AEnvironment Architecture#

AEnvironment is a distributed platform for managing AI agent environments at scale. This document provides a comprehensive overview of the system architecture, core components, sandbox engines, and how they work together.

System Architecture#

The AEnvironment platform is divided into two main domains: Development Side and Traffic Side. The Development Side handles environment creation and metadata storage, while the Traffic Side handles runtime execution and sandbox management.

Development Side#

        graph LR
    subgraph "Development Side"
        Developer[Environment Developer]
        CLI[AEnv CLI]
        EnvHub[envhub]
        CI[CI Optional]
        Redis[(redis)]
    end

    Developer -->|1. edit env| CLI
    CLI -->|2. push env| EnvHub
    EnvHub -.->|3. trigger CI| CI
    EnvHub -->|4. store env meta| Redis
    

The Development Side handles environment definition and metadata management:

Components:

  1. Environment Developer: Developer who creates and manages environments

  2. AEnv CLI: Command-line interface for pushing environment configurations

  3. envhub: Central registry service (EnvHub) that stores environment definitions and metadata

  4. CI (Optional): Optional Continuous Integration pipeline for building and testing environments

  5. redis: Metadata storage for environment configurations

Workflow:

  1. Edit Environment: Developer edits environment configuration using AEnv CLI

  2. Push Environment: Developer pushes environment configuration to envhub via push env command

  3. CI Integration (Optional): envhub can optionally trigger CI pipeline for building and testing

  4. Metadata Storage: envhub stores environment metadata in redis for fast retrieval

Traffic Side#

        graph TB
    subgraph "Traffic Side"
        RL[RL/Agent]
        SDK[AEnv SDK]
        APIService[api service]
    end

    subgraph "K8S Engine"
        Controller[Controller]
        K8S[K8S]
    end

    subgraph "Other Engine"
        FutureEngine[Future Engines]
    end

    subgraph "Sandbox"
        SDKInSandbox[AEnv SDK]
        MCP[MCP Tools/Functions]
    end

    RL -->|1. create env instance| SDK
    SDK -->|2. request| APIService
    APIService -->|3. create sandbox| Controller
    APIService -.->|pull env meta| EnvHub
    Controller -->|4. schedule| K8S
    K8S -->|5. deploy| Sandbox
    APIService -->|6. create sandbox| FutureEngine
    FutureEngine -.->|deploy| Sandbox
    SDK -->|7. call tool/function| APIService
    APIService -->|8. proxy| SDKInSandbox
    SDKInSandbox -->|9. execute| MCP
    MCP -->|10. result| SDKInSandbox
    SDKInSandbox -->|11. result| APIService
    APIService -->|12. tool result| SDK
    

The Traffic Side handles runtime execution and sandbox orchestration:

Components:

  1. RL/Agent: Reinforcement Learning agents or AI agents that use environments

  2. AEnv SDK: Client SDK for interacting with the platform

  3. api service: API gateway for environment instance management

  4. K8S Engine: Kubernetes orchestration layer containing:

    • Controller: Manages sandbox lifecycle and scheduling

    • K8S: Kubernetes cluster for pod management

  5. Other Engine: Placeholder for future sandbox engines (extensible architecture)
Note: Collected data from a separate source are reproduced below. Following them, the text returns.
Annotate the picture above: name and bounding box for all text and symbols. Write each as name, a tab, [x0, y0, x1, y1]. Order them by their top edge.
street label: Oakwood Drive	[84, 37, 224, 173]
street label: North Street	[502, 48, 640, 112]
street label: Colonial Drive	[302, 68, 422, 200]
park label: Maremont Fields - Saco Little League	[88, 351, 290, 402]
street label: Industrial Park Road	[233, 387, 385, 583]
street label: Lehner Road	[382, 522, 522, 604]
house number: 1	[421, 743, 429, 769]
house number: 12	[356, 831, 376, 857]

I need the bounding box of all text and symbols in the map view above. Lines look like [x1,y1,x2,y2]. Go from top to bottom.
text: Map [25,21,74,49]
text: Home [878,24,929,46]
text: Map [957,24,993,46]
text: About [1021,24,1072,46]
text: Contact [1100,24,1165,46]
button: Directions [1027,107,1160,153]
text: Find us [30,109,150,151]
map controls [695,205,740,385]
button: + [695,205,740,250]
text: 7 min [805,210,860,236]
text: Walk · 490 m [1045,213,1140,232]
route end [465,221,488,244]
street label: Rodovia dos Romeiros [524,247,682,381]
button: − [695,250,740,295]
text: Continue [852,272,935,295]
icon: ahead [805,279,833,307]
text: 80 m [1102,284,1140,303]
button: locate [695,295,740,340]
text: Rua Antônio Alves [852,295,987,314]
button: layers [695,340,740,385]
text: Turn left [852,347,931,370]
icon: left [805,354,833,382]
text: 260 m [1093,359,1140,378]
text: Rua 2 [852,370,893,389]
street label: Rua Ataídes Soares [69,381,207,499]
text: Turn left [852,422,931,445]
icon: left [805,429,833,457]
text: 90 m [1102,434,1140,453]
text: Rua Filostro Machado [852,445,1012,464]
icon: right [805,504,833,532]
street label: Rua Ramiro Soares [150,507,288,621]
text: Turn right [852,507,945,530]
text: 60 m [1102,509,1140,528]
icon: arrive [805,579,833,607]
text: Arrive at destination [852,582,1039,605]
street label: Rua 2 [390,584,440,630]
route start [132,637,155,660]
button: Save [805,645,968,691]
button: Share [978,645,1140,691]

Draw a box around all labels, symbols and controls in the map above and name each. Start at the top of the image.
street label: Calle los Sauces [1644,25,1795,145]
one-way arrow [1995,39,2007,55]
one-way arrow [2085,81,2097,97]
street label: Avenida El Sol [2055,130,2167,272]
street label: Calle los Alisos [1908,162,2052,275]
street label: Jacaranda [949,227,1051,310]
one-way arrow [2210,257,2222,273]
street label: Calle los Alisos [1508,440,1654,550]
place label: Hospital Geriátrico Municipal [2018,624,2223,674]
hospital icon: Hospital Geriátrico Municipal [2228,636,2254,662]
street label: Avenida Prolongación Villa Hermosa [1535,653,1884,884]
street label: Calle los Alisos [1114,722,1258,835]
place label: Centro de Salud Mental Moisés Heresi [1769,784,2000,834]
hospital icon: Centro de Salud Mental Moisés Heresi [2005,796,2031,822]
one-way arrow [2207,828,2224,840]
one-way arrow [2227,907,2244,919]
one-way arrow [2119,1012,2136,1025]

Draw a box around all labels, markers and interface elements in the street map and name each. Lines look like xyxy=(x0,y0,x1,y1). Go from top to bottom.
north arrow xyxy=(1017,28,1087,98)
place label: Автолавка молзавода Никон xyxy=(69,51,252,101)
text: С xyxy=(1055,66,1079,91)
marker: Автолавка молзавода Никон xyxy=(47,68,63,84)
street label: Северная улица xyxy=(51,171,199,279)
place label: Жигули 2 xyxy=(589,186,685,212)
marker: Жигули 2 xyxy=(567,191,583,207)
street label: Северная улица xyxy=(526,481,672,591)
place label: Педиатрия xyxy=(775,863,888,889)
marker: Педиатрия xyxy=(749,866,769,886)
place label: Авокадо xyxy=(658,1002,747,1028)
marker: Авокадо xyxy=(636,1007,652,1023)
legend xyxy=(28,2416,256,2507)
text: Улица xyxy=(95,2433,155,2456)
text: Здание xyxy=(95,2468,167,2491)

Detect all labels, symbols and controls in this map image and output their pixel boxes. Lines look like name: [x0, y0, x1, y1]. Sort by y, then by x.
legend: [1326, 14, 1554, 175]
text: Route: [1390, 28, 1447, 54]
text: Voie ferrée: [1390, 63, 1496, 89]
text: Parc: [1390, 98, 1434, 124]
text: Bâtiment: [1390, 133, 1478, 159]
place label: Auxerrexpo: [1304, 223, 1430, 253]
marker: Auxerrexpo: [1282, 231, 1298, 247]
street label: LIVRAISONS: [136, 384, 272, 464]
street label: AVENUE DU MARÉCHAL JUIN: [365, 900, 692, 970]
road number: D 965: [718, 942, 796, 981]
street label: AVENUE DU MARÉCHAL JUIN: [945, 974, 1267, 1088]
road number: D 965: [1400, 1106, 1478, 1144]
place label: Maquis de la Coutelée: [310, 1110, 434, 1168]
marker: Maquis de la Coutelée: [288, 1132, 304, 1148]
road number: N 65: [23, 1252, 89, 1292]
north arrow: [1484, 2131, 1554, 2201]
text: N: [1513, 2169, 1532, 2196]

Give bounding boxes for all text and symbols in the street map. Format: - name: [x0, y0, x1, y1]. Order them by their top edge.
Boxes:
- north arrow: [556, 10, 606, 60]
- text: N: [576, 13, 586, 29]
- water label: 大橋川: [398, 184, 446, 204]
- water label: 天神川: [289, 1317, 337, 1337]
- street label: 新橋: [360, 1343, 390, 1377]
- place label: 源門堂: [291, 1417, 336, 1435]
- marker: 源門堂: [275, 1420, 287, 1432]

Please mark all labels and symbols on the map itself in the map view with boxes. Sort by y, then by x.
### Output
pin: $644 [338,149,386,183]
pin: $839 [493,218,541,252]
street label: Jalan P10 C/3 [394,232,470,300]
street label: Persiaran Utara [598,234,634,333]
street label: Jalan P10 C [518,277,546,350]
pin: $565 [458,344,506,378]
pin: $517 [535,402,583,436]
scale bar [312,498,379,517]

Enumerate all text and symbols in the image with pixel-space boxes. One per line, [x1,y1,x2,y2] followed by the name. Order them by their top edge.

  6. Sandbox: Running environment instance containing:

    • AEnv SDK: Runtime SDK within the sandbox

    • MCP Tools/Functions: Model Context Protocol tools and functions

Workflow:

  1. Create Environment Instance: RL/Agent requests to create environment instance via AEnv SDK

  2. API Request: AEnv SDK sends request to api service

  3. Metadata Retrieval: api service pulls environment metadata from envhub

  4. Sandbox Creation: api service requests Controller (K8S Engine) or Future Engine to create sandbox

  5. Scheduling: Controller schedules pod creation via K8S (Controller only supports K8S)

  6. Sandbox Deployment: K8S or Future Engine deploys the sandbox instance

  7. Tool Execution: AEnv SDK calls tools/functions via api service (acting as proxy)

  8. Proxy Communication: api service proxies the request to AEnv SDK within the sandbox

  9. MCP Execution: AEnv SDK in sandbox executes MCP Tools/Functions

  10. Result Return: Results flow back through api service proxy to the client AEnv SDK

Sandbox Engine Architecture#

AEnvironment is designed to support multiple sandbox engines through a pluggable architecture. The API Service adapts to different sandbox engines, while the Controller only supports Kubernetes.

Sandbox Engine Interface#

The API Service implements adapters for different sandbox engines:

// EnvInstanceService defines sandbox crud interfaces
type EnvInstanceService interface {
   GetEnvInstance(id string) (*models.EnvInstance, error)
   CreateEnvInstance(req *backend.Env) (*models.EnvInstance, error)
   DeleteEnvInstance(id string) error
   ListEnvInstances(envName string) ([]*models.EnvInstance, error)
   Warmup(req *backend.Env) error
   Cleanup() error
}

Current Implementation: Kubernetes#

Kubernetes is the current production sandbox engine. It provides:

  • Container Orchestration: Native Kubernetes pod management

  • Resource Management: CPU, memory, GPU allocation

  • Scaling: Horizontal and vertical scaling capabilities

  • High Availability: Built-in redundancy and failover

  • Networking: CNI-based networking and service mesh support

Architecture:

Kubernetes Sandbox
├── Pod Management      # Create, get, list, delete pods
├── Template System     # Pod templates for consistent configs
├── State Cache         # In-memory pod state cache
└── Watch API           # Real-time pod state updates

see customize sandbox engine integrating for further usage

Core Components#

API Service#

The API Service is the entry point for all client requests, providing a unified interface to the platform.

Key Features:

  • REST API: Standard HTTP endpoints for environment management

  • MCP Gateway: Model Context Protocol support for tool communication

  • Sandbox Engine Adaptation: Adapts to different sandbox engines (K8S via Controller, ASandbox, E2B, Ray, etc.)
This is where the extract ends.